Hi there, this seems really odd to me.
I'm using JDK 1.8 on a mac with 16GB of RAM
ES is running with ES_HEAP = 4GB
The client application has 3GB of HEAP
I'm loading a small CSV file : 470k records into ES. The problem is that bulk starts to degrade its speed overtime, and usually around 170k records I get an OOM error.
bigdesk shows that my cluster never uses more than 600M of heap (out of 4GB)

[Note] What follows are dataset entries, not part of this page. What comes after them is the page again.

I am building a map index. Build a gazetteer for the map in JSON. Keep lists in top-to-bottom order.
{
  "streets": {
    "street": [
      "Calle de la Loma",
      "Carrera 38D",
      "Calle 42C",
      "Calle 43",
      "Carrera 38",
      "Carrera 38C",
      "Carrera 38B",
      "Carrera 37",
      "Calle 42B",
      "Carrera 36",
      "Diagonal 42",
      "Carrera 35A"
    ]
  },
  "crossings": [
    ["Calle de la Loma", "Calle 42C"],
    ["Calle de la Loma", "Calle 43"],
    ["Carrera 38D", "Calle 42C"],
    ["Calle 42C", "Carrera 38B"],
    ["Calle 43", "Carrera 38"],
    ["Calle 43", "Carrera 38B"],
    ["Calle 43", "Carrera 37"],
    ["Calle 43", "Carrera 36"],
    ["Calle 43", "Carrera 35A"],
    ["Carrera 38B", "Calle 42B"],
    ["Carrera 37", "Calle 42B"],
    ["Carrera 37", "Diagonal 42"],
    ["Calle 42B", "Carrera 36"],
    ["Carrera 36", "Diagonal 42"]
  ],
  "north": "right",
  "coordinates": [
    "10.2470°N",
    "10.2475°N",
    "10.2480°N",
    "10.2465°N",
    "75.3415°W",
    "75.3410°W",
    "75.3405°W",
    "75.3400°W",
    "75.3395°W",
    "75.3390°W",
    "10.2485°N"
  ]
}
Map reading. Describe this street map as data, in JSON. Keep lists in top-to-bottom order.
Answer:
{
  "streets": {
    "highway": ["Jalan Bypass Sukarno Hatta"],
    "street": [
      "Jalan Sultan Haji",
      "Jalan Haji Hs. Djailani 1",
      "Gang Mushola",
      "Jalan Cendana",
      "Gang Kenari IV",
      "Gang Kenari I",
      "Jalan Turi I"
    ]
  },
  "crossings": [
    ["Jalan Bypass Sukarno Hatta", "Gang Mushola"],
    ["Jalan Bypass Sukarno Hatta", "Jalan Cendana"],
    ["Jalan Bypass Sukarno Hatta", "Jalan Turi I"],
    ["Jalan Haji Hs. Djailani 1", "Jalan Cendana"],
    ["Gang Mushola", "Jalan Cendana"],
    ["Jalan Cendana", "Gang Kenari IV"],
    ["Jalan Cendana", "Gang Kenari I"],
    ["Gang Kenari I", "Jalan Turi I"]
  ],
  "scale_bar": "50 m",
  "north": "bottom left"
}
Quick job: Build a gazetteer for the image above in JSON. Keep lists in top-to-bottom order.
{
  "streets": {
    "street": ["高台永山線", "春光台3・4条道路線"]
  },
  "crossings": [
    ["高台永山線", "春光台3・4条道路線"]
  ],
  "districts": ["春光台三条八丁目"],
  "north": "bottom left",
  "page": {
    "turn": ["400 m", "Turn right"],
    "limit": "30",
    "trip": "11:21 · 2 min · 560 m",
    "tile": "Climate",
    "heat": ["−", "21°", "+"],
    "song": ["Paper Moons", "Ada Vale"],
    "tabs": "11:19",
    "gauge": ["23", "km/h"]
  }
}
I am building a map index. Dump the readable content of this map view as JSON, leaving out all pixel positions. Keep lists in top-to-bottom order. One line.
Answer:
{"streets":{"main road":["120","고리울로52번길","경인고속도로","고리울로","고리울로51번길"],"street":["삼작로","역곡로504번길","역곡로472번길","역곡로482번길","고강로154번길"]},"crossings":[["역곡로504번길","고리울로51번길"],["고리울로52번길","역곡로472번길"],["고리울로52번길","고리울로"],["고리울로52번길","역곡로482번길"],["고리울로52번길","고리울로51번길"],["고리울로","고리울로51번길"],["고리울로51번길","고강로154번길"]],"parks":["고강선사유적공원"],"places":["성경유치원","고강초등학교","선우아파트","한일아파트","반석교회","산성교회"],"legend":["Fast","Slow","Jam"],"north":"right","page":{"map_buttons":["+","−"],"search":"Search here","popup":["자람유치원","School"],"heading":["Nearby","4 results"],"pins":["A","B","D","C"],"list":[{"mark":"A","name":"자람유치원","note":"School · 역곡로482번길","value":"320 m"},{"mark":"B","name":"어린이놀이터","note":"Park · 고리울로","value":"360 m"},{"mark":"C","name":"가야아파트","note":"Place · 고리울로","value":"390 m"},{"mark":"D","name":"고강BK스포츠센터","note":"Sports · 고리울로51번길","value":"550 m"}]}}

jvisualVM also shows that my client never uses more than 500mb
I'm not sure what could be causing this.
I'm using transport client BTW:
public boolean loadData(File input){
logger.info("Processing file {}", input.getName());
Long start = System.currentTimeMillis();
try {
CSVParser parser = CSVParser.parse(input, Charset.defaultCharset(), CSVFormat.EXCEL.withHeader());
BulkRequestBuilder bulkRequest = client.prepareBulk();
int total = 0;
for(CSVRecord record : parser){
XContentBuilder source = jsonBuilder().startObject();
setValue(source,"uniqueCarrier", record.get("UniqueCarrier"));
setValue(source,"carrier", record.get("Carrier"));
setValue(source,"airlineId", record.get("AirlineID"));
setValue(source,"flightDate", record.get("FlightDate"));
setValue(source,"tailNum", record.get("TailNum"));
setValue(source,"flightNum", record.get("FlightNum"));
setValue(source,"origin", record.get("Origin"));
setValue(source,"originCityName", record.get("OriginCityName"));
setValue(source,"originState", record.get("OriginState"));
setValue(source,"dest", record.get("Dest"));
setValue(source,"destCityName", record.get("DestCityName"));
setValue(source,"destState", record.get("DestState"));
setValue(source,"crsDepTime", record.get("CRSDepTime"));
setValue(source,"depTime", record.get("DepTime"));
setValue(source,"depDelay", record.get("DepDelay"));
setValue(source,"taxiOut", record.get("TaxiOut"));
setValue(source,"wheelsOff", record.get("WheelsOff"));
setValue(source,"wheelsOn", record.get("WheelsOn"));
setValue(source,"taxiIn", record.get("TaxiIn"));
setValue(source,"crsArrivalTime", record.get("CRSArrTime"));
setValue(source,"arrivalTime", record.get("ArrTime"));
setValue(source,"arrivalDelay", record.get("ArrDelay"));
setValue(source,"cancelled", record.get("Cancelled"));
setValue(source,"diverted", record.get("Diverted"));
setValue(source,"crsElapsedTime", record.get("CRSElapsedTime"));
setValue(source,"actualElapsedTime", record.get("ActualElapsedTime"));
setValue(source,"airTime", record.get("AirTime"));
setValue(source,"distance", record.get("Distance"));
setValue(source,"carrierDelay", record.get("CarrierDelay"));
setValue(source,"weatherDelay", record.get("WeatherDelay"));
setValue(source,"nasDelay", record.get("NASDelay"));
setValue(source,"securityDelay", record.get("SecurityDelay"));
setValue(source,"aircraftDelay", record.get("LateAircraftDelay"));
source.endObject();
bulkRequest.add(client.prepareIndex("transportation", "departures", UUID.randomUUID().toString()).setSource(source));
total++;
if(total%2000==0) {
System.out.println("Flushing " + total);
bulkRequest.execute().actionGet();
}
}
System.out.println("Flushing " + total);
bulkRequest.execute().actionGet();
parser.close();
} catch (Exception e) {
e.printStackTrace();
}
Long end = System.currentTimeMillis();
logger.info("Finished indexing file {} in {} ms",input.getName(),(end-start));
return true;
}
According to bigdesk the bulksize ranges from 3-7mb.
What's hard to find out is that according to jvisualvm I'm pretty far from an OOM
Any ideas?